Canada’s Fast Rising Home Prices May “Exaggerate” Home Equity
When asked about risk around inflation and LTV ratios, the bank had some concerns. “With existing homeowners that has the effect of actually improving LTV, so that’s a credit positive. We are looking though very carefully at existing originations,” said Cronin.
Fast-rising home prices that may be unsustainable are breaking risk protection. Canadian home prices increased by 23% in April, when compared to a year before. This housing “inflation” is reducing LTV ratios very quickly.
An owner of a benchmark home with a 95 percent LTV ratio could see it fall to 72 percent in the past year. The previously insured borrower could now qualify to be uninsured, without a payment. If that equity disappears as quickly as it came, it can be a problem.
“The elevated home prices may exaggerate LTVs and so, we’re taking our risk management practices on housing [they are] dynamic anyway. And so through the cycle, as prices change, we adjust our practices,” he added.
The Canadian Bank Is Now Manually Reviewing More Mortgages
The bank is conducting a lot more manual reviews, in regions where home prices are rising rapidly. “…we’re routing more mortgages to manual adjudication, particularly where we’re looking at areas where we’ve seen rapid house price appreciation, just to make sure that we’re comfortable…” said the risk officer, referencing LTV ratios.

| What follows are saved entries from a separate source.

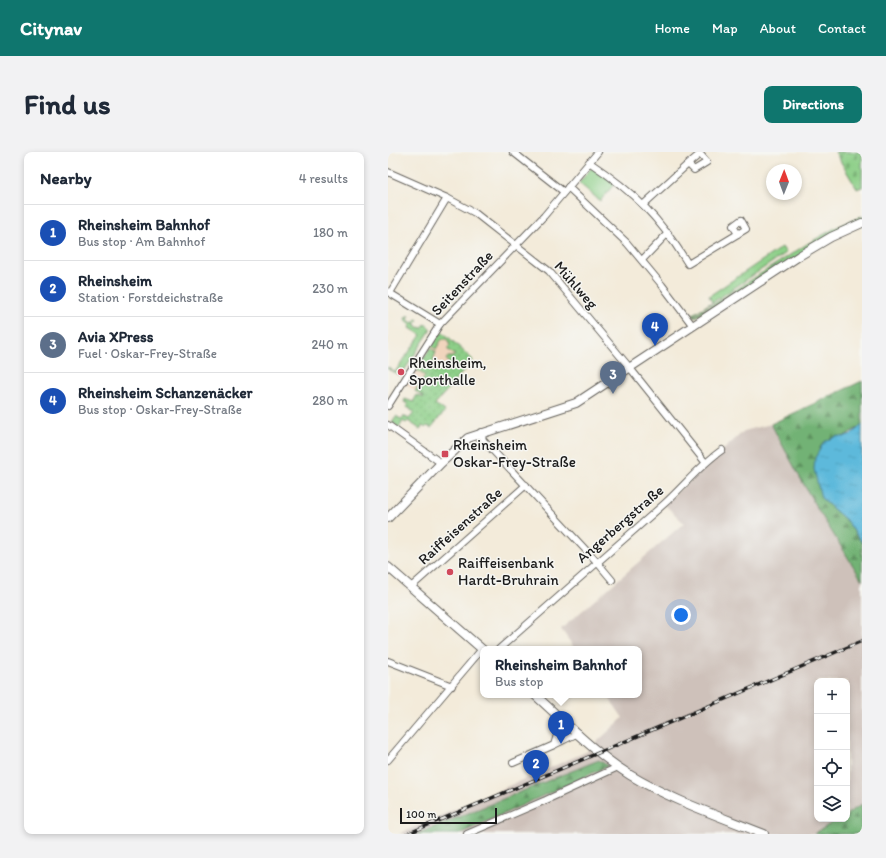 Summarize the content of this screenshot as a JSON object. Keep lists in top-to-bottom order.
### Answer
{
  "streets": {
    "street": [
      "Seitenstraße",
      "Mühlweg",
      "Angerbergstraße",
      "Raiffeisenstraße"
    ]
  },
  "crossings": [
    ["Seitenstraße", "Mühlweg"],
    ["Mühlweg", "Angerbergstraße"]
  ],
  "places": {
    "other": ["Rheinsheim, Sporthalle", "Raiffeisenbank Hardt-Bruhrain"],
    "transit": ["Rheinsheim Oskar-Frey-Straße"]
  },
  "scale_bar": "100 m",
  "north": "top",
  "page": {
    "header": "Citynav",
    "nav": [
      "Home",
      "Map",
      "About",
      "Contact"
    ],
    "buttons": "Directions",
    "title": "Find us",
    "heading": ["Nearby", "4 results"],
    "list": [
      {
        "mark": "1",
        "name": "Rheinsheim Bahnhof",
        "note": "Bus stop · Am Bahnhof",
        "value": "180 m"
      },
      {
        "mark": "2",
        "name": "Rheinsheim",
        "note": "Station · Forstdeichstraße",
        "value": "230 m"
      },
      {
        "mark": "3",
        "name": "Avia XPress",
        "note": "Fuel · Oskar-Frey-Straße",
        "value": "240 m"
      },
      {
        "mark": "4",
        "name": "Rheinsheim Schanzenäcker",
        "note": "Bus stop · Oskar-Frey-Straße",
        "value": "280 m"
      }
    ],
    "pins": [
      "4",
      "3",
      "1",
      "2"
    ],
    "popup": ["Rheinsheim Bahnhof", "Bus stop"],
    "map_buttons": ["+", "−"],
    "scale": "100 m"
  }
} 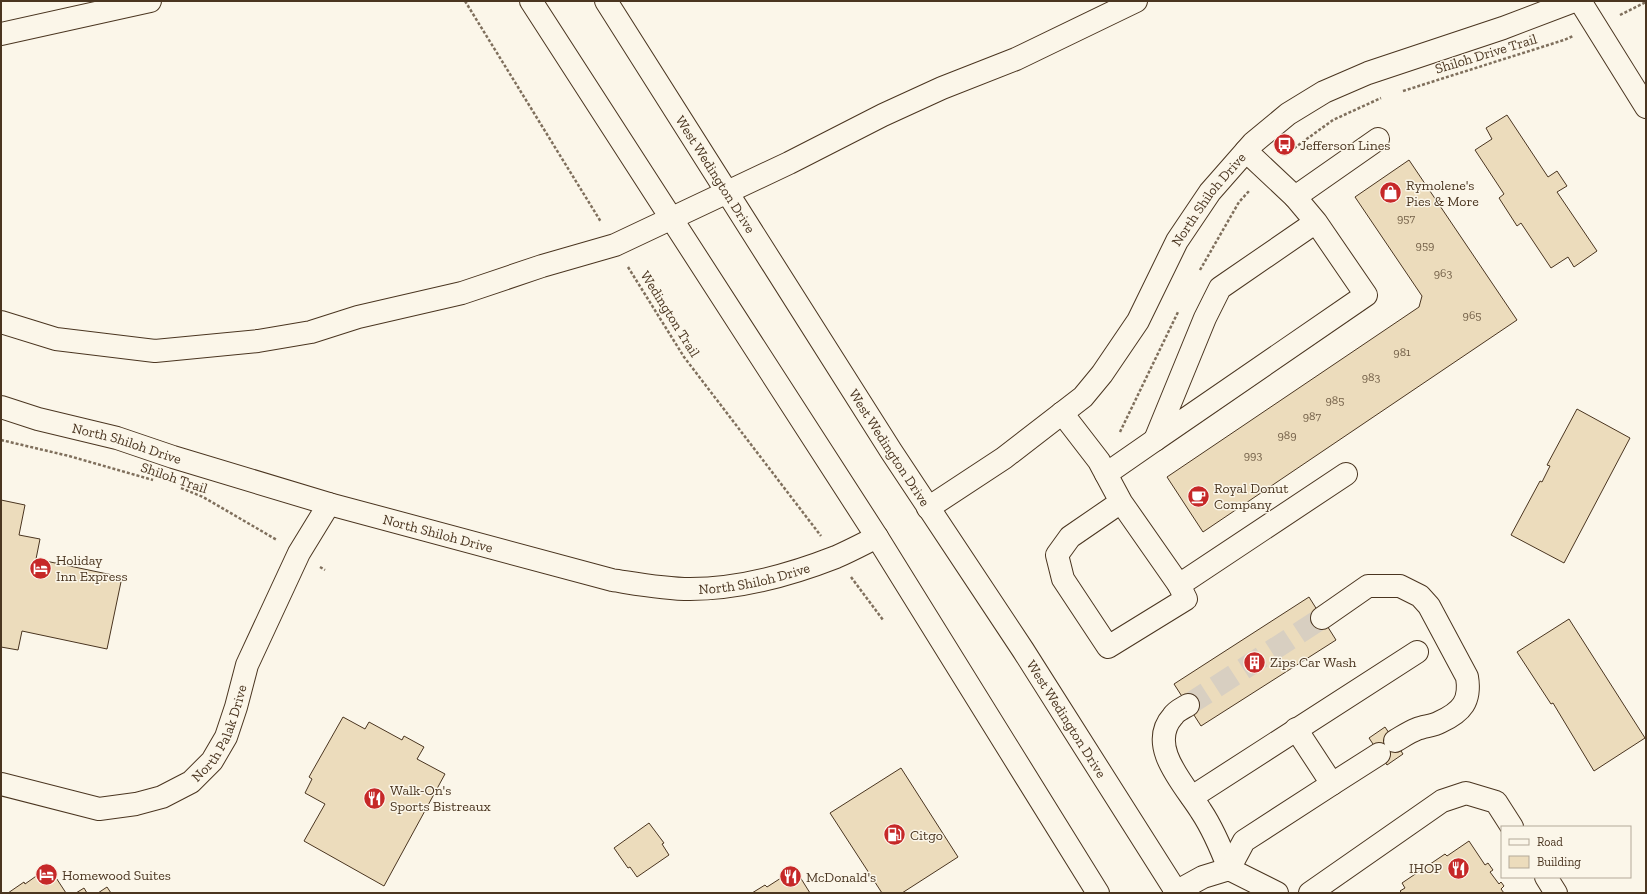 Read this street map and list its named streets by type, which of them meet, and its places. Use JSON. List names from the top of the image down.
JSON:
{
  "streets": {
    "main road": ["West Wedington Drive", "North Shiloh Drive", "North Palak Drive"],
    "path": ["Shiloh Drive Trail", "Wedington Trail", "Shiloh Trail"]
  },
  "crossings": [
    ["West Wedington Drive", "North Shiloh Drive"],
    ["North Shiloh Drive", "Wedington Trail"],
    ["North Shiloh Drive", "North Palak Drive"],
    ["Shiloh Trail", "North Palak Drive"]
  ],
  "places": {
    "bus stop": ["Jefferson Lines"],
    "shop": ["Rymolene's Pies & More"],
    "cafe": ["Royal Donut Company"],
    "hotel": ["Holiday Inn Express", "Homewood Suites"],
    "building": ["Zips Car Wash"],
    "restaurant": ["Walk-On's Sports Bistreaux", "IHOP", "McDonald's"],
    "fuel station": ["Citgo"]
  },
  "house_numbers": [
    "957",
    "959",
    "963",
    "965",
    "981",
    "983",
    "985",
    "987",
    "989",
    "993"
  ],
  "legend": ["Road", "Building"]
} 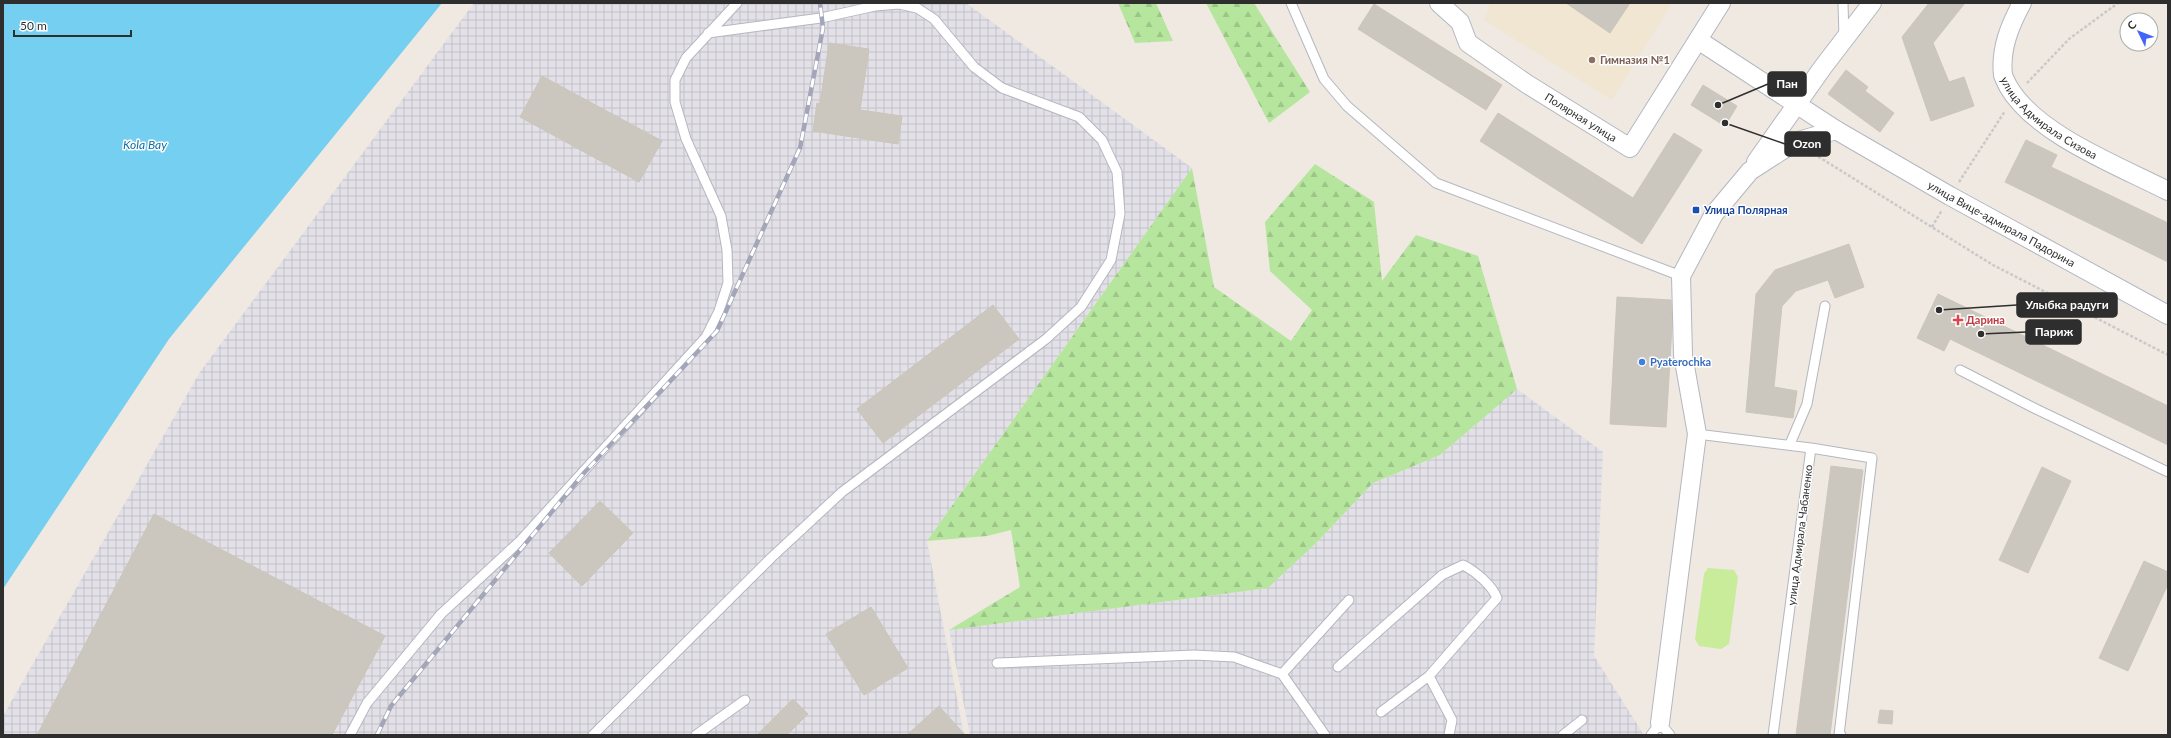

“… ultimately, our mortgages and loans are to the borrower’s ability to pay, not the house price and so to the extent we’re satisfied with that, then we’re comfortable from a risk perspective,” he said.
Your bank isn’t sure about the value of your home, but they’re confident in your ability to pay your mortgage. Maybe the real treasure of the story isn’t the price of homes, but the dividends you made along the way.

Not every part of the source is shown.